Посвящается рекам. Стремнина как мемуарная метафора

Новая глава мемуаров Марины Ефимовой

Марина Ефимова: Вообще говоря, в Петербурге можно прожить всю жизнь, не скучая по рекам. Их там пятнадцать. (Я знаю только тринадцать: четыре разные Невы и Невки, Фонтанка, Мойка, Охта, Лебяжья канавка, Пряжка, Каменка, Чёрная речка, Ижора и Оккервиль). Плюс два ручья: Муринский и Лиговский. Еcть ещё Горелый, но не знаю где. Плюс 18 каналов, не считая двух в Новой Голландии.

Городские реки в каком-то смысле квинтэссенция речной эстетики: характер им придают не столько их водные параметры (ширина, глубина, быстрота течения, состав и цвет воды), сколько то, что в этой воде отражается: мосты, решётки перил, дома по набережным.. и даже то, что происходило в этих домах, кто выбегал на эти набережные, кто стоял, облокотясь о перила. Большие городские реки: Темза, Сена, Гудзон, Москва-река, Нева – на своём пути к морю просто протекают через город. А малые реки принадлежат городу. Ни одна из речек, ручьёв, каналов и "канавок" Петербурга не впадает в Финский залив, они вытекают друг из друга и впадают друг в друга: Екатерининский канал выходит из Мойки и впадает в Фонтанку; Мойка вытекает из Фонтанки и впадает в Большую Неву, Крюков канал соединяет Адмиралтейский канал с Фонтанкой, а Фонтанка вытекает из Невы и впадает в Неву (в Большую).
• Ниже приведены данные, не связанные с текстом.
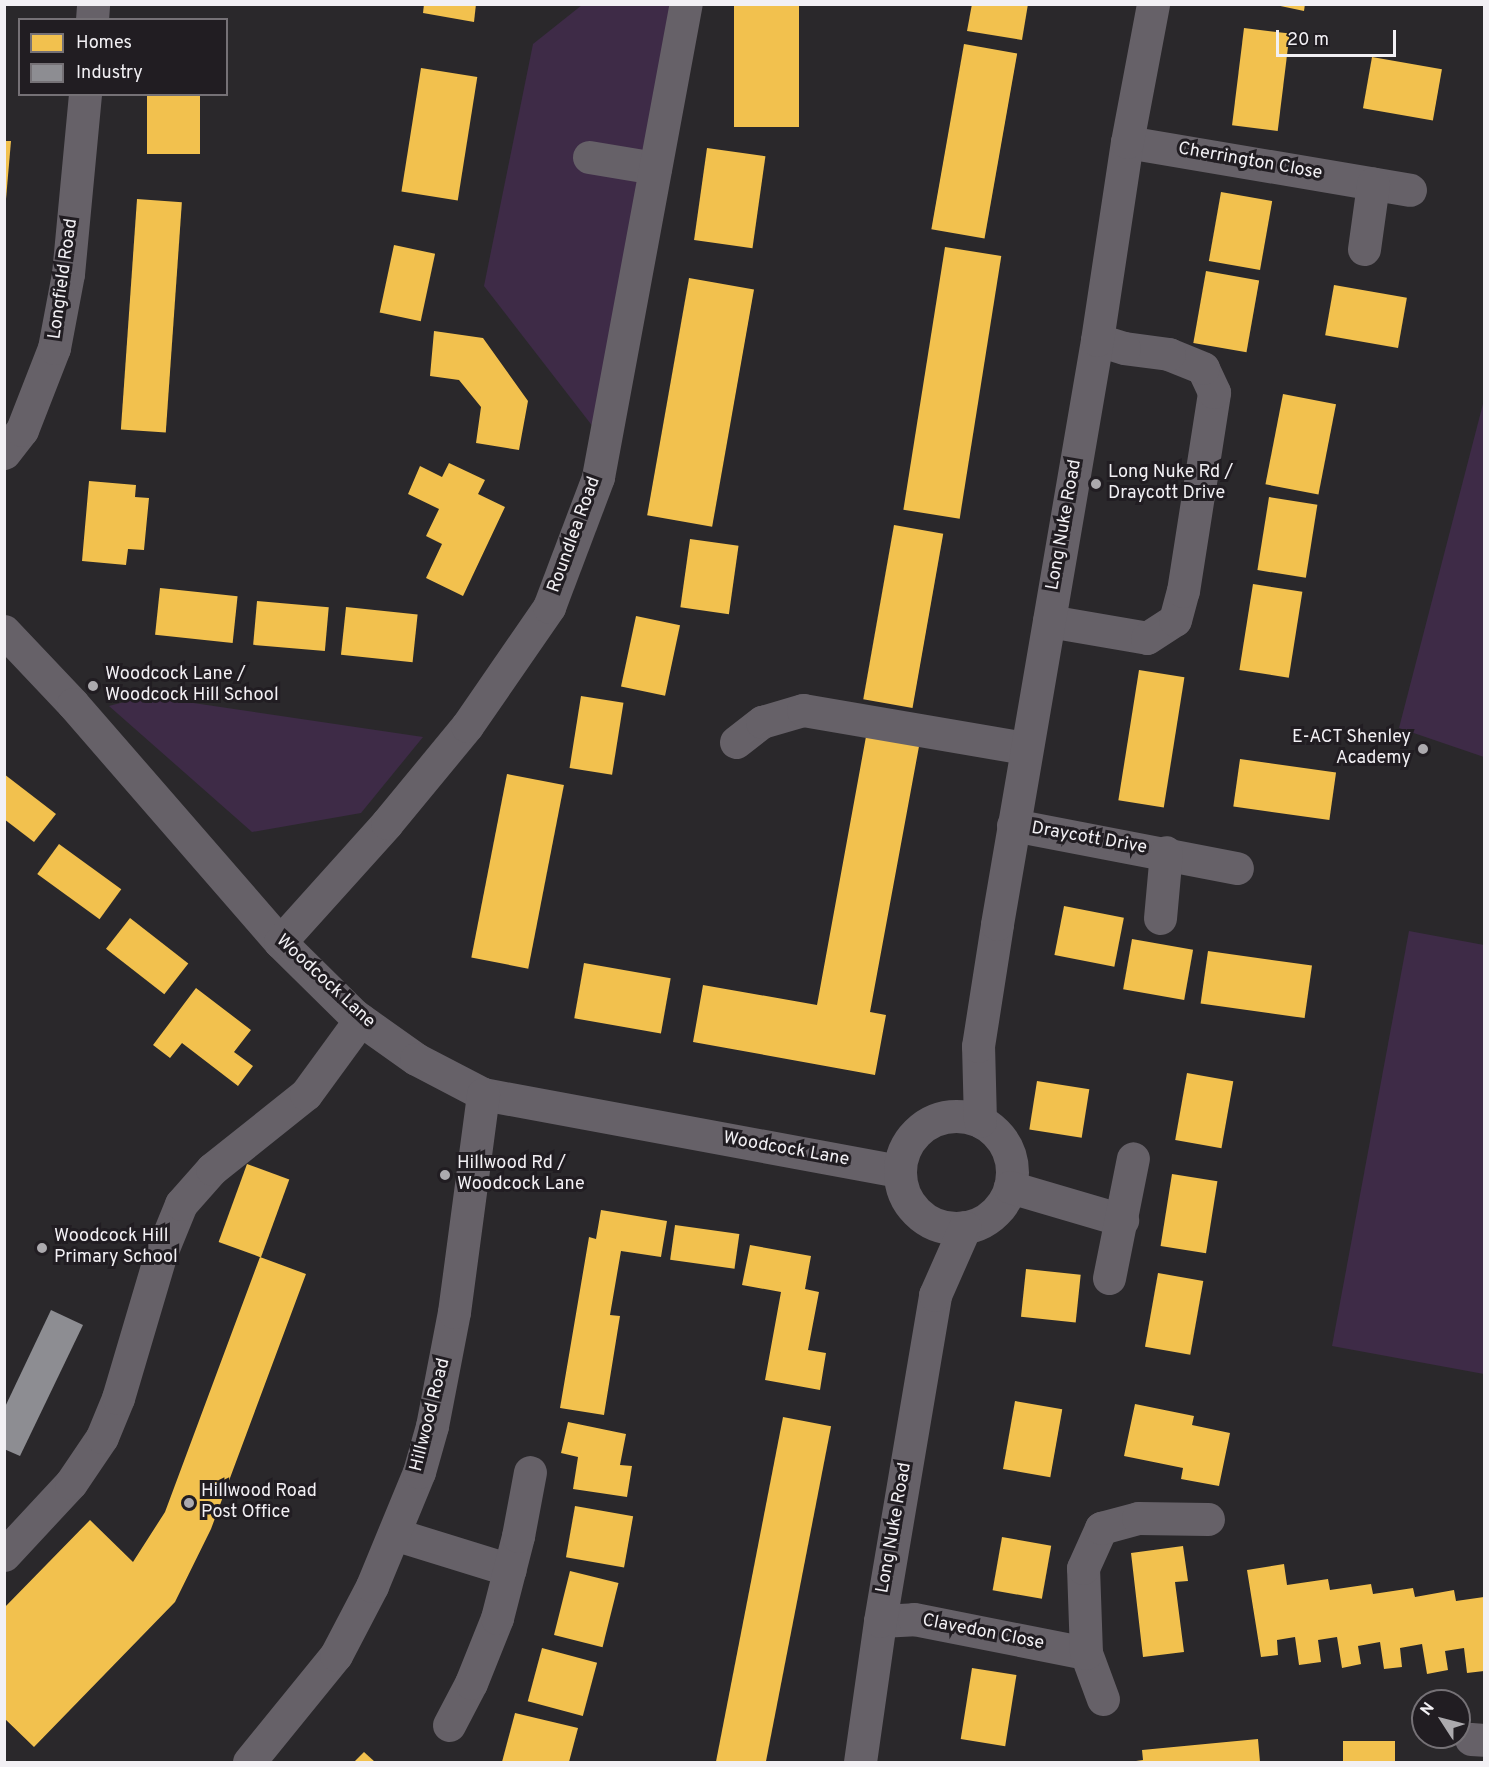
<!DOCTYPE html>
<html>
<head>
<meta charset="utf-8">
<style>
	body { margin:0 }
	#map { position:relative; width:1489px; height:1767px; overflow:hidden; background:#2a282b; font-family:Overpass,sans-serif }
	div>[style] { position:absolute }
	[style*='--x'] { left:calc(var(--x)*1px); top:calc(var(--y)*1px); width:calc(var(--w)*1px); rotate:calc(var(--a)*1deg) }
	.green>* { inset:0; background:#3e2b47 }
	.homes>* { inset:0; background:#f2c14e; transform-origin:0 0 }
	.industry>* { inset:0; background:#8d8d92 }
	.minor>* { height:33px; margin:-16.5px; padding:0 16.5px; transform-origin:16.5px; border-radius:16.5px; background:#666168 }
	.minor>.ring { margin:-16.5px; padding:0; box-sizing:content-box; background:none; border:33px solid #666168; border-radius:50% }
	.dots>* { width:16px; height:16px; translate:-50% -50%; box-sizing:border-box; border:3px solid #211d22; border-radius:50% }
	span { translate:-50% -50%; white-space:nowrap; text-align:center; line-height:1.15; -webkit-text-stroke:6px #211d22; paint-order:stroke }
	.street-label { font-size:18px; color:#f2f0f4 }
	.poi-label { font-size:18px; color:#f2f0f4 }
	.left { translate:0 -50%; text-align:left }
	.right { translate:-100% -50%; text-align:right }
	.frame { position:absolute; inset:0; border:6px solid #f2f0f4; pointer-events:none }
	.legend { position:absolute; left:18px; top:18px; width:210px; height:78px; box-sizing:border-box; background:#211d22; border:2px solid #757176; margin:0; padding:8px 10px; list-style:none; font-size:18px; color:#f2f0f4 }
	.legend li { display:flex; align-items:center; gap:12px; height:30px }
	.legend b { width:30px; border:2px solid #757176 }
	.north { position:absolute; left:1411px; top:1689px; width:60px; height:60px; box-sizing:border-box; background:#211d22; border:2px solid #757176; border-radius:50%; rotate:306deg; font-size:16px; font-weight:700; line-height:24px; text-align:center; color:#f2f0f4 }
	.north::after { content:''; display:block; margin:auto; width:21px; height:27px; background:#acaaae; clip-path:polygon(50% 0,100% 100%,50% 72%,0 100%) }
	.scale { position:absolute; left:1276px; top:30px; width:120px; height:27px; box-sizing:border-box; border:3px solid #f2f0f4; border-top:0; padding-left:8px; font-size:18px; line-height:21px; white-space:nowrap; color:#f2f0f4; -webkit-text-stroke:4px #211d22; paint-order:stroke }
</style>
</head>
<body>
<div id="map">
	<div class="green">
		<i style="clip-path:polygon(582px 5px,686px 5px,604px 441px,484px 286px,533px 44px)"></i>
		<i style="clip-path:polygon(1484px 400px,1484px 757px,1399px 728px)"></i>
		<i style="clip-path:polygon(146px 696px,423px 737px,361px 813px,252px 832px,109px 706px)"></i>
		<i style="clip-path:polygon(1409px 931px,1484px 945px,1484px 1374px,1332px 1346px)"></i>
	</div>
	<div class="homes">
		<i style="clip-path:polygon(424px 4px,476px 4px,474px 22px,423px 13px)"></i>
		<i style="left:734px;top:4px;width:65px;height:123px"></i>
		<i style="clip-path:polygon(972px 4px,1028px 4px,1022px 40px,967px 31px)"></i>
		<i style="clip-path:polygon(1271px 4px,1305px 4px,1304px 11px)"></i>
		<i style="left:1244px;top:28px;width:46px;height:98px;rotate:7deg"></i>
		<i style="left:964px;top:44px;width:54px;height:188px;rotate:10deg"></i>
		<i style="left:1372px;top:57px;width:71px;height:52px;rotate:10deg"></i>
		<i style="left:421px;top:68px;width:57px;height:125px;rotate:9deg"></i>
		<i style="left:147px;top:94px;width:53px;height:60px"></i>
		<i style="clip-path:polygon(4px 141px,11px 141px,6px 199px,4px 199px)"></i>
		<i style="left:707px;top:148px;width:59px;height:93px;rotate:8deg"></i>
		<i style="left:1221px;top:192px;width:52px;height:70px;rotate:10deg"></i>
		<i style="left:137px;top:199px;width:45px;height:231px;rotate:4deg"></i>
		<i style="left:394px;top:245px;width:42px;height:69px;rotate:12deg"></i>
		<i style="left:945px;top:247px;width:57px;height:266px;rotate:9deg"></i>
		<i style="left:1206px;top:271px;width:54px;height:73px;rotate:10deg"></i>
		<i style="left:689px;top:278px;width:66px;height:241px;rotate:10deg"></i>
		<i style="left:1334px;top:285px;width:74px;height:51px;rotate:10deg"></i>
		<i style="clip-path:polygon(434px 331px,483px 338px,528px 401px,519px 450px,476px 443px,481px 407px,459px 380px,430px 376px)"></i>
		<i style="left:1283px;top:394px;width:54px;height:92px;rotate:11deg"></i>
		<i style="clip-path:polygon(449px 463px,485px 480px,478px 494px,505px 507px,463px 596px,426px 578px,442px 544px,426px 536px,439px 509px,408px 494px,420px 466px,442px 477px)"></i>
		<i style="clip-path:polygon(89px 481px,136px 485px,135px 497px,149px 498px,144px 550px,128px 549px,126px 565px,82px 561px)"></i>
		<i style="left:1269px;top:497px;width:49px;height:74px;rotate:9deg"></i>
		<i style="left:894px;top:525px;width:50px;height:177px;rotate:10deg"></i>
		<i style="left:690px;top:539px;width:49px;height:69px;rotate:8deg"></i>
		<i style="left:1253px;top:584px;width:50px;height:87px;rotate:9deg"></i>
		<i style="left:160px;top:588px;width:78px;height:47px;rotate:6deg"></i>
		<i style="left:257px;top:601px;width:72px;height:44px;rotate:5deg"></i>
		<i style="left:346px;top:607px;width:72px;height:48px;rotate:6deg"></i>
		<i style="left:636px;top:616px;width:45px;height:72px;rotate:12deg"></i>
		<i style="left:1139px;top:670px;width:46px;height:132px;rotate:9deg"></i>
		<i style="left:581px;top:696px;width:43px;height:73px;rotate:9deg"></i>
		<i style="clip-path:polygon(867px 731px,920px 741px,870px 1012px,886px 1015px,875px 1075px,693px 1042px,703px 985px,817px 1005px)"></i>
		<i style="left:1240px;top:759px;width:97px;height:48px;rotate:8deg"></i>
		<i style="clip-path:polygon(4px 774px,56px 814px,34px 842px,4px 819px)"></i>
		<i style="left:507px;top:774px;width:58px;height:187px;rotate:11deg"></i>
		<i style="left:59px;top:844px;width:77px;height:37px;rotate:36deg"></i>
		<i style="left:1064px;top:906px;width:61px;height:50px;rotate:11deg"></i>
		<i style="left:130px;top:918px;width:74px;height:39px;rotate:38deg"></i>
		<i style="left:1132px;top:939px;width:62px;height:51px;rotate:10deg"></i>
		<i style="left:1208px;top:951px;width:105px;height:53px;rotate:8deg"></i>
		<i style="left:584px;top:963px;width:88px;height:56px;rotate:10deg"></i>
		<i style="clip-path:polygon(196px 988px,251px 1030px,234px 1052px,253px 1066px,238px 1086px,182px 1043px,170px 1058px,153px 1045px)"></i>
		<i style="left:1187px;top:1073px;width:47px;height:68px;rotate:10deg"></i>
		<i style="left:1037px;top:1081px;width:53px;height:49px;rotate:9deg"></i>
		<i style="left:247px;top:1164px;width:45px;height:83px;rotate:20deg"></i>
		<i style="left:1172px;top:1174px;width:46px;height:73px;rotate:9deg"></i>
		<i style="clip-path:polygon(601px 1210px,667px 1221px,661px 1257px,621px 1251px,610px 1315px,620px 1316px,604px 1415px,560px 1408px,589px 1237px,596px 1239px)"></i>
		<i style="left:675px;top:1225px;width:65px;height:35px;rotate:8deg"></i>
		<i style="clip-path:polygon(750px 1245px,811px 1256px,805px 1289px,819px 1292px,808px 1350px,826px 1353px,820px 1390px,765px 1380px,781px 1292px,742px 1285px)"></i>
		<i style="clip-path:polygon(260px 1257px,306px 1274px,211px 1529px,175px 1602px,34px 1747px,4px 1718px,4px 1608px,90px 1520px,133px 1562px,165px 1512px)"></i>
		<i style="left:1026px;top:1269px;width:55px;height:48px;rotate:6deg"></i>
		<i style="left:1158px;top:1273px;width:46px;height:75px;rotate:10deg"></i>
		<i style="left:1015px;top:1401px;width:48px;height:69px;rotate:10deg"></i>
		<i style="clip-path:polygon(1135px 1404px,1194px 1416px,1192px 1425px,1230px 1433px,1219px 1486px,1181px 1479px,1183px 1468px,1124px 1456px)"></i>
		<i style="left:783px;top:1417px;width:49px;height:351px;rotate:11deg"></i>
		<i style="clip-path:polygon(568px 1422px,626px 1434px,620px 1465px,632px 1466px,627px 1497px,573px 1489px,578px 1457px,561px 1453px)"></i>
		<i style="left:575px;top:1506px;width:59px;height:52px;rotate:10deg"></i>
		<i style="left:1002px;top:1537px;width:50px;height:54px;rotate:10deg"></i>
		<i style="clip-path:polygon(1183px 1546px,1188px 1581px,1175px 1582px,1184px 1652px,1143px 1657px,1131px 1553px)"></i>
		<i style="clip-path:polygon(1284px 1564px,1287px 1585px,1328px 1579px,1330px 1590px,1371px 1584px,1373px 1594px,1413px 1588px,1415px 1597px,1454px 1590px,1456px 1601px,1484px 1597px,1484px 1671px,1467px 1673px,1464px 1648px,1445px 1651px,1448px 1670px,1427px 1674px,1422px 1644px,1400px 1648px,1402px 1667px,1384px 1669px,1380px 1642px,1358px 1646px,1361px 1664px,1342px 1668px,1337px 1637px,1318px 1640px,1321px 1662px,1299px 1665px,1295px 1637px,1277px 1640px,1278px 1655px,1261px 1657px,1247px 1570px)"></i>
		<i style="left:570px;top:1571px;width:50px;height:66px;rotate:14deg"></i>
		<i style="left:542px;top:1648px;width:57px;height:55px;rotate:15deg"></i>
		<i style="left:972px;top:1668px;width:45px;height:72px;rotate:9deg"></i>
		<i style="clip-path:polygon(515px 1713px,578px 1728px,569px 1762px,502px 1762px)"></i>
		<i style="clip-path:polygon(1258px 1739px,1260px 1762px,1129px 1762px,1143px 1760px,1142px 1750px)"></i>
		<i style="left:1343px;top:1741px;width:52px;height:21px"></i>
		<i style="clip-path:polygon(364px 1752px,375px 1762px,354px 1762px)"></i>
	</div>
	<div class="industry">
		<i style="clip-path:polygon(51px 1310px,83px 1325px,20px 1456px,4px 1449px,4px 1409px)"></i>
	</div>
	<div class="minor">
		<i style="--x:92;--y:20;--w:16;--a:-86"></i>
		<i style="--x:1127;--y:142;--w:287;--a:9.6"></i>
		<i style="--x:589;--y:157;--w:67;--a:9.5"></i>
		<i style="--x:1364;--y:249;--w:66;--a:-82.1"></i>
		<i style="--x:4;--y:453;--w:29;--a:-52"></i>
		<i style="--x:22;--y:430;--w:88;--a:-68.7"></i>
		<i style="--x:54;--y:348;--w:75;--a:-79.3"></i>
		<i style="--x:68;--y:274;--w:181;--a:-84.6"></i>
		<i style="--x:1049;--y:621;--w:99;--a:9.8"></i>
		<i style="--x:1147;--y:638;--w:33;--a:-33"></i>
		<i style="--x:1175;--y:620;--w:30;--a:-75"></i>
		<i style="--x:1183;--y:591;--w:201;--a:-81.1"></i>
		<i style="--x:1214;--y:392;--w:26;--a:-115"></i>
		<i style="--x:1203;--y:368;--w:37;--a:-158"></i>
		<i style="--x:1169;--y:354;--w:45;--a:-172.4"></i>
		<i style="--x:1124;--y:348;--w:28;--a:-163"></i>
		<i style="--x:4;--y:631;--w:100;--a:46.6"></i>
		<i style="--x:73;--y:704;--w:315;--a:49"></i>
		<i style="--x:280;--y:942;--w:104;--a:44.6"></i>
		<i style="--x:354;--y:1015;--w:76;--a:35.4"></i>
		<i style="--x:416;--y:1059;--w:76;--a:27.6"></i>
		<i style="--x:483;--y:1094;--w:424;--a:10.5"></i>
		<i style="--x:736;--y:742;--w:33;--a:-38"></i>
		<i style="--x:762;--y:722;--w:43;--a:-16.3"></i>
		<i style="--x:803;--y:710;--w:226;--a:9.7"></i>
		<i style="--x:1013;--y:825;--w:228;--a:10.9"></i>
		<i style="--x:1160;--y:918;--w:66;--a:-84.8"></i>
		<i style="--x:280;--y:942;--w:160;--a:-48"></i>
		<i style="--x:387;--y:823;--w:126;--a:-50.5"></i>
		<i style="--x:467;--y:726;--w:145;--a:-55.4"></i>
		<i style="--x:549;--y:607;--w:139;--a:-69.3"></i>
		<i style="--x:598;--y:477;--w:481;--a:-79.5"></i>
		<i class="ring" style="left:900px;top:1116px;width:79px;height:79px"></i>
		<i style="--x:980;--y:1121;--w:75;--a:-91.5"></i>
		<i style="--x:978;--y:1046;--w:123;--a:-81.1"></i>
		<i style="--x:997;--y:924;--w:592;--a:-80.28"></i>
		<i style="--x:1097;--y:340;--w:200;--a:-81.4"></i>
		<i style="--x:1127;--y:142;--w:140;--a:-79.3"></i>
		<i style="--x:1010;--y:1187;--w:117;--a:16.4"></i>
		<i style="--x:1109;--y:1278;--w:122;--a:-78.7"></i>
		<i style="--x:394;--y:1534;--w:121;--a:17.2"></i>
		<i style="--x:4;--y:1555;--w:98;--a:-47.1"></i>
		<i style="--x:71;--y:1483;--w:55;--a:-56"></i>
		<i style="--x:102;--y:1437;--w:42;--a:-67.7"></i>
		<i style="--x:118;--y:1398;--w:151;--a:-73.5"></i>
		<i style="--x:161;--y:1253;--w:53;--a:-67.8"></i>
		<i style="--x:181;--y:1204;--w:47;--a:-48.5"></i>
		<i style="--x:212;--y:1169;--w:120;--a:-38.6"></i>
		<i style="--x:306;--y:1094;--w:92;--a:-53.9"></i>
		<i style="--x:880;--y:1621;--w:34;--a:-3"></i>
		<i style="--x:914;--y:1619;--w:175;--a:11.2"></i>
		<i style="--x:1103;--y:1699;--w:49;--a:-110.3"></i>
		<i style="--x:1086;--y:1653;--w:85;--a:-92"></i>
		<i style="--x:1083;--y:1568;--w:44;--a:-65.8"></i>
		<i style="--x:1101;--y:1528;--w:38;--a:-15"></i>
		<i style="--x:1138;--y:1518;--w:70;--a:0.8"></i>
		<i style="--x:449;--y:1725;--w:47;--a:-62.4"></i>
		<i style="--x:471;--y:1683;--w:70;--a:-68.2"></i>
		<i style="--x:497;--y:1618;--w:85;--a:-75.6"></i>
		<i style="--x:518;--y:1536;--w:65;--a:-79.4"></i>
		<i style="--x:1471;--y:1739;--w:13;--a:4"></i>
		<i style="--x:249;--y:1762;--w:138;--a:-50.9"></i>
		<i style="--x:336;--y:1655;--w:78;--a:-62.4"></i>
		<i style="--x:372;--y:1586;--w:123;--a:-67.6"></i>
		<i style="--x:419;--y:1472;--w:48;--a:-74.2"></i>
		<i style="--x:432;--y:1426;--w:116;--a:-79.1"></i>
		<i style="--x:454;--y:1312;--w:220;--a:-82.4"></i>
		<i style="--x:860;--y:1762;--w:142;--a:-81.9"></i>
		<i style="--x:880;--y:1621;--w:331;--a:-80.4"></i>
		<i style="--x:935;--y:1295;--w:74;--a:-66.2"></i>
	</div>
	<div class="dots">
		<i style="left:1096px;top:484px;background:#acaaae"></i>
		<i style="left:93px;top:686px;background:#acaaae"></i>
		<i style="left:1423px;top:749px;background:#acaaae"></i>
		<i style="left:445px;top:1175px;background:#acaaae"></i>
		<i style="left:42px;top:1248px;background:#acaaae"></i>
		<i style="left:189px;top:1503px;background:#acaaae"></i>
	</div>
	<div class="street-label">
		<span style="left:1250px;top:162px;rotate:10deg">Cherrington Close</span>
		<span style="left:64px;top:279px;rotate:-82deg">Longfield Road</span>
		<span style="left:1065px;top:525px;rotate:-80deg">Long Nuke Road</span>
		<span style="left:575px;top:535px;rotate:-70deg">Roundlea Road</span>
		<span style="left:1089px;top:839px;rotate:10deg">Draycott Drive</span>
		<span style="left:325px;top:982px;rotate:43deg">Woodcock Lane</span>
		<span style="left:786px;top:1150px;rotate:10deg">Woodcock Lane</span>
		<span style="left:431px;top:1415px;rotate:-76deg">Hillwood Road</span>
		<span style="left:895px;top:1528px;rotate:-80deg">Long Nuke Road</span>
		<span style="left:983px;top:1633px;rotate:11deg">Clavedon Close</span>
	</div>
	<div class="poi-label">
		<span class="left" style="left:1108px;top:484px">Long Nuke Rd /<br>Draycott Drive</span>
		<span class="left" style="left:105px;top:686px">Woodcock Lane /<br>Woodcock Hill School</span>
		<span class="right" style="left:1411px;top:749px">E-ACT Shenley<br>Academy</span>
		<span class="left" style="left:457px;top:1175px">Hillwood Rd /<br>Woodcock Lane</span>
		<span class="left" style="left:54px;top:1248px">Woodcock Hill<br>Primary School</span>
		<span class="left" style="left:201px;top:1503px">Hillwood Road<br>Post Office</span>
	</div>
	<div class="frame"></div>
	<ul class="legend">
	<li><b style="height:16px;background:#f2c14e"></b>Homes</li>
	<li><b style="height:16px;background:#8d8d92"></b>Industry</li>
	</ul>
	<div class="north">N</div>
	<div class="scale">20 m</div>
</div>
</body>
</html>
В Петербурге у каждой речки и канала есть свои символы, без которых они перестали бы быть самими собой. Один из моих любимых – часовня Никольского собора на Крюковом канале. Перспектива канала с одинокой часовней над ним – такая щемящая, такая грустно-значительная, что это заметили все художники, а увековечили "мирискусники". Мстислав Добужинский изобразил Крюков на чёрно-белой иллюстрации к Достоевскому, к его "Белым ночам". Это почти набросок. На первом плане, крупно – массивные тумбы чугунной решётки и росчерки, в которых угадываются плиты тротуара. А вдали – контур часовни и две крохотные фигурки – пленники Петербурга. На гравюрах Остроумовой-Лебедевой этот пейзаж – драма: то призрачная, предутренняя, то золотая закатная. Сцена пуста, и кажется, что уже пуста, и только мы – опоздавшие – смотрим на неё сквозь простые, кривоватые перила Пикалова моста. У меня ещё есть замечательный офорт современного питерского графика Валентина Блинова на коричневой, вроде как обёрточной бумаге. Крюков канал автор нарисовал тонкими чёрными штрихами, ещё добавив городу геометричности, но сумев воспроизвести его мечтательную пасмурность. Я заметила, что на фотографических снимках мистика Крюкова канала пропадает, остаётся простая урбанистическая красота. (Тоже немало. На пересечении Крюкова канала с Екатерининским есть место – называется Семимостье. Оттуда, если повертеть головой, видно сразу семь мостов, и говорят, что, стоя именно там, какой-то очарованный иностранец назвал Петербург Северной Венецией). А что так нежно любил поэт-петербуржец Иосиф Бродский в Венеции – уж не Южный ли Петербург?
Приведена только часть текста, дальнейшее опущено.